From here, the avenue President Wilson – which has Paris’ largest concentration of museums – leads you to the funky Palais de Tokyo, which combines contemporary art, ‘fooding’ and shopping in one stripped-down warehouse space. The Galliera opposite is Paris’ fashion museum, housing over 100,000 outfits from the 18th century to the present day… but if you’d rather buy than simply look, then the adjoining arrondissement of the 8th is shopping central (for the posh shops, at least).

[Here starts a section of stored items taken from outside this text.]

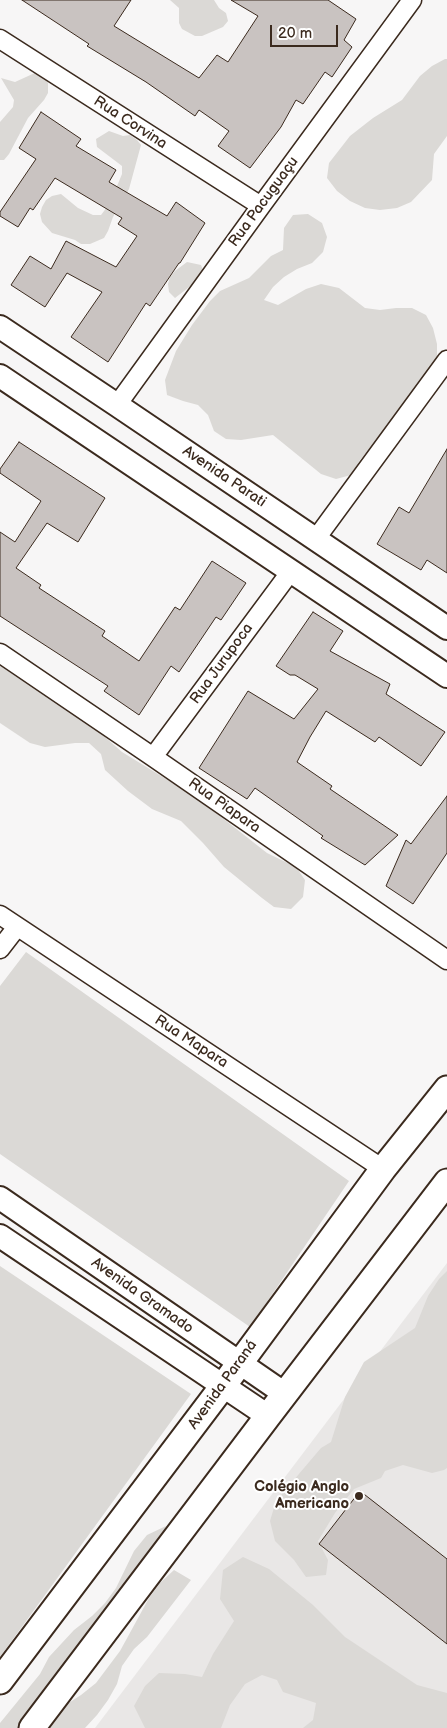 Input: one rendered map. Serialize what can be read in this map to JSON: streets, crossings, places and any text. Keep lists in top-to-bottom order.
{
  "streets": {
    "main road": ["Avenida Paraná"],
    "street": [
      "Rua Corvina",
      "Rua Pacuguaçu",
      "Avenida Parati",
      "Rua Jurupoca",
      "Rua Piapara",
      "Rua Mapara",
      "Avenida Gramado"
    ]
  },
  "crossings": [
    ["Rua Corvina", "Rua Pacuguaçu"],
    ["Rua Pacuguaçu", "Avenida Parati"],
    ["Rua Jurupoca", "Rua Piapara"],
    ["Rua Mapara", "Avenida Paraná"],
    ["Avenida Gramado", "Avenida Paraná"]
  ],
  "places": ["Colégio Anglo Americano"],
  "scale_bar": "20 m"
}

Probably the most famous shopping stretch in Paris is the avenue des Les Champs-Élysées. Though heavily commercialized, it is still the chicest ‘high-street’ in the world, with its wide pavements and cafés, chestnut trees and bordered flowerbeds that turn into larger green spaces towards the place de la Concorde. Within the greenery sit the new additions to Paris’ already long list of art galleries, the ‘Grand’ and the ‘Petit’ Palais, both built for the Universal Exhibition of 1900, as was the incredibly ornate rococo Alexandre III bridge, which, with its nymphs and cherubs, is super-kitsch.

Following years of neglect, both the ‘Grand’ and the ‘Petit’ Palais have been renovated over the last decade. The ‘Grand’ holds temporary exhibitions (it’s also where the Germans kept their tanks) and is worth visiting just to see the magnificent glass cupola, ironwork and glass Art Nouveau roof. The Petit now houses the Musée des Beaux-arts de la Ville de Paris, the place to go if you like Ingres, Delacroix and Courbet. Your transition from the 16th to the 8th doesn’t alter the level of swank: you enter the ‘golden triangle’, and you drool at the shop windows of the swish rue Faubourg-Saint-Honoré. Don’t wear anything but haute-designer – it’s important to look the part when stopping off for extortionate cocktails at any of the area’s exclusive hotel bars.